BEGIN PROVIDED RECORDS
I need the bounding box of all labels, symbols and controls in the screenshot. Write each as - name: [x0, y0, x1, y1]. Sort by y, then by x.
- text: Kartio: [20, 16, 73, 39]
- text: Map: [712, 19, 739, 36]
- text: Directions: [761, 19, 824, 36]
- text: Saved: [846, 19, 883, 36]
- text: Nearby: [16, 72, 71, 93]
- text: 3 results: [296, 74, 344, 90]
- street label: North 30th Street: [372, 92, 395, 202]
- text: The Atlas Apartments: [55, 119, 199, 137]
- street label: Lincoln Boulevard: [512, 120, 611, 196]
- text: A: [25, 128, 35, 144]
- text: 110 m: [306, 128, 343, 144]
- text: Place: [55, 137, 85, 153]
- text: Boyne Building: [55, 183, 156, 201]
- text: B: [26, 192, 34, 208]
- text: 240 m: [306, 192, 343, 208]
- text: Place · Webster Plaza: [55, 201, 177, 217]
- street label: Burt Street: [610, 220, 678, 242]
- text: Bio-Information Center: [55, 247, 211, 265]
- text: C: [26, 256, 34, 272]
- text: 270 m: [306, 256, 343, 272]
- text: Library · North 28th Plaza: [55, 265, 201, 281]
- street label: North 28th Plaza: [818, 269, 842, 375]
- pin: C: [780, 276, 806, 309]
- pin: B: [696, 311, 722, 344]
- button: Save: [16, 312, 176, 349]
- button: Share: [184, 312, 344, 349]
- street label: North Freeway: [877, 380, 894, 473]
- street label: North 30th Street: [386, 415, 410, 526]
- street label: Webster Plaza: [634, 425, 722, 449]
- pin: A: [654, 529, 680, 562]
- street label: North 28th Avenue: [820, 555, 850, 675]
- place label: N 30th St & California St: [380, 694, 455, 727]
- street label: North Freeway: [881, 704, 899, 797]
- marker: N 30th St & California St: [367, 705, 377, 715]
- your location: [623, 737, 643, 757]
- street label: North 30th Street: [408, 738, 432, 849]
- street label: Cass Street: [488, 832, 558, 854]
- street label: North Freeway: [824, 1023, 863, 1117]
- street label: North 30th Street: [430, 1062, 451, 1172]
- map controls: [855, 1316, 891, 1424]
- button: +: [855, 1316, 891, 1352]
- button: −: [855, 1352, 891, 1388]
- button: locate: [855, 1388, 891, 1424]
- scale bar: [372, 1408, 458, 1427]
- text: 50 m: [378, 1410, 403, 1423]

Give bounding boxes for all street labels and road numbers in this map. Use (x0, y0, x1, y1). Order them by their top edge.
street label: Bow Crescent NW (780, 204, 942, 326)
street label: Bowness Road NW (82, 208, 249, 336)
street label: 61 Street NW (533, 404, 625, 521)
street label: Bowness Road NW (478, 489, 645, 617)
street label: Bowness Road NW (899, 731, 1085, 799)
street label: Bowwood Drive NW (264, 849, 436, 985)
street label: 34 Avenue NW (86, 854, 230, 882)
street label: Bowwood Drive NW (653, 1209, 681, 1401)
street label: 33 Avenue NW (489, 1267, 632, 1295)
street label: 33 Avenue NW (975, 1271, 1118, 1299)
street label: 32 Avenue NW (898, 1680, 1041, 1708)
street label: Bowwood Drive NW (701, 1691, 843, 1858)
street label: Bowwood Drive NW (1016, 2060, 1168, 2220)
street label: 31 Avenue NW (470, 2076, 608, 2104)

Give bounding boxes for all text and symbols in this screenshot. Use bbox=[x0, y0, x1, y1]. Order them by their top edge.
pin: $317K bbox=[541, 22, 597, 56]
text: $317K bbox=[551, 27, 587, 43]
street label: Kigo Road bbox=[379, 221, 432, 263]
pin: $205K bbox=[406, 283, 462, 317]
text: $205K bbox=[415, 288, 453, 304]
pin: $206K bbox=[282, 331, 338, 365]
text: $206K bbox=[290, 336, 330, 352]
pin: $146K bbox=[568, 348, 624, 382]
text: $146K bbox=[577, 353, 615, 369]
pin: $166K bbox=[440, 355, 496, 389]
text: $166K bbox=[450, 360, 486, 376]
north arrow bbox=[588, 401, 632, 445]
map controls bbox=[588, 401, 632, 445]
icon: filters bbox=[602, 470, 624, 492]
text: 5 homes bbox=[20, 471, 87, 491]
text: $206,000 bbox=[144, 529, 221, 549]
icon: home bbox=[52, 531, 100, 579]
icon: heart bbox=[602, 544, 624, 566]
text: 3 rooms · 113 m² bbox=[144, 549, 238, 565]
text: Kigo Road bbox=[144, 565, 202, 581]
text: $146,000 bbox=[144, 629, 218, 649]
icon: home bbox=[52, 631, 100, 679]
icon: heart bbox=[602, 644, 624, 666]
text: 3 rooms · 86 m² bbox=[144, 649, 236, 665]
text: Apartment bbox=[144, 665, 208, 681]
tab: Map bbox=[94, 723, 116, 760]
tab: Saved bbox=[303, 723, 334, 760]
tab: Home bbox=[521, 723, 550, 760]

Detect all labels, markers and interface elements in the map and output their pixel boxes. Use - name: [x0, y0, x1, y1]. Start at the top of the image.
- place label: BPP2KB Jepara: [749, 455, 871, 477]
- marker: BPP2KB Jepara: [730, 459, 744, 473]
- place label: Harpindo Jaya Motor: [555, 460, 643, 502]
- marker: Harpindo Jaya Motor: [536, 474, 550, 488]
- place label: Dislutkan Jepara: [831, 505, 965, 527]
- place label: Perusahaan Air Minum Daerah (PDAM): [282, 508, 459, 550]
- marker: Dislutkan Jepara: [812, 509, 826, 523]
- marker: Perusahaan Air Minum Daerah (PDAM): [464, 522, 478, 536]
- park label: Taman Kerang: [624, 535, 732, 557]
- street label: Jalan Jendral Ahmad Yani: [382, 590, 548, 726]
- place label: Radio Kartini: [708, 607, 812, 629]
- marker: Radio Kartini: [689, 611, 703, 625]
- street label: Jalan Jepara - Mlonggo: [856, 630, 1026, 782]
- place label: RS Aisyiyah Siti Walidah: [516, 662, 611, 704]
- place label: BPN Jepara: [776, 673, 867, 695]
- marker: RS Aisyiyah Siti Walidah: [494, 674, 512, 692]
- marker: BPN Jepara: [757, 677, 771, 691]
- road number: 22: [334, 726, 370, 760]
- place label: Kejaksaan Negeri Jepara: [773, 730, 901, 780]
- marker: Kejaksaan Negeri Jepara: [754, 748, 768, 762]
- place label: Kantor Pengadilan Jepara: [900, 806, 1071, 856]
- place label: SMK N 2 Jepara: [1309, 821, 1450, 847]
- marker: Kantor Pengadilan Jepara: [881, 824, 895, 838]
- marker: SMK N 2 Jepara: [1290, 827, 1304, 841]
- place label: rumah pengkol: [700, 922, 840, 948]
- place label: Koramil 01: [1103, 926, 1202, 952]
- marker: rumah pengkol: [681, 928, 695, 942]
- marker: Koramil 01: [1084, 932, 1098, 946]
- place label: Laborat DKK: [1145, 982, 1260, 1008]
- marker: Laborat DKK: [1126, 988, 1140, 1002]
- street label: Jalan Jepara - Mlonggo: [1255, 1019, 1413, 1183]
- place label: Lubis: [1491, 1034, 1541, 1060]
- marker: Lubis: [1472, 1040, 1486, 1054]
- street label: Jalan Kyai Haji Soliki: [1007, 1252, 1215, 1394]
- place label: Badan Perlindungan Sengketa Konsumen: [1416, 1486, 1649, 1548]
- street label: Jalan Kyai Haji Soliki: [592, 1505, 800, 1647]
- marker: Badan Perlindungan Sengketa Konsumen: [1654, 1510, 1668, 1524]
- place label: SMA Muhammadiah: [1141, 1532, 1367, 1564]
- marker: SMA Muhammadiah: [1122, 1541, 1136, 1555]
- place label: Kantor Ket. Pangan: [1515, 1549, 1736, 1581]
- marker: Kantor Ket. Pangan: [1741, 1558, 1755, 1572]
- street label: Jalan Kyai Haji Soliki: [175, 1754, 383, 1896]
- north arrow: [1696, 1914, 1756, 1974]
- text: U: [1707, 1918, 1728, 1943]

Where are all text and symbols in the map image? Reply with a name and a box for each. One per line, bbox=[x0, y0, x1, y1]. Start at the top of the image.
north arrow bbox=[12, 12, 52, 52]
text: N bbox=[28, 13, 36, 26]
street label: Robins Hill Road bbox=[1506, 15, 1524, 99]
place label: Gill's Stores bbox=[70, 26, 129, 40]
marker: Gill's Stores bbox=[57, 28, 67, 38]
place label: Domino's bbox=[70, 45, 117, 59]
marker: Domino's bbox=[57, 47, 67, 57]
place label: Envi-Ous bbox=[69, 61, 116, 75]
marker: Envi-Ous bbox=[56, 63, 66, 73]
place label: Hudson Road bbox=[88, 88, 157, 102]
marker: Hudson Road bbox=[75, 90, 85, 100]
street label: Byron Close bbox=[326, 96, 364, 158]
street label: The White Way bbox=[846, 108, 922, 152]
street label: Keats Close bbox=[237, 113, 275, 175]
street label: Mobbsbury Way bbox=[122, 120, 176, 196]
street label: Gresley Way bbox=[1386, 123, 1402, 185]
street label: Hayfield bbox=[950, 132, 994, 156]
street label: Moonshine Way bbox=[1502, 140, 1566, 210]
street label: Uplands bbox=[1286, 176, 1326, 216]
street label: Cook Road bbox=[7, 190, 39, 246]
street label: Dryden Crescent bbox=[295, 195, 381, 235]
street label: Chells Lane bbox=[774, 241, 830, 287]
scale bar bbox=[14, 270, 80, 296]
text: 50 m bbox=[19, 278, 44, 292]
END PROVIDED RECORDS
EXERCISE PROMPT
A line qualifies when it holds the word "Gill"; report all qualifying lines from the records above.

WRITTEN RESPONSE
place label: Gill's Stores bbox=[70, 26, 129, 40]
marker: Gill's Stores bbox=[57, 28, 67, 38]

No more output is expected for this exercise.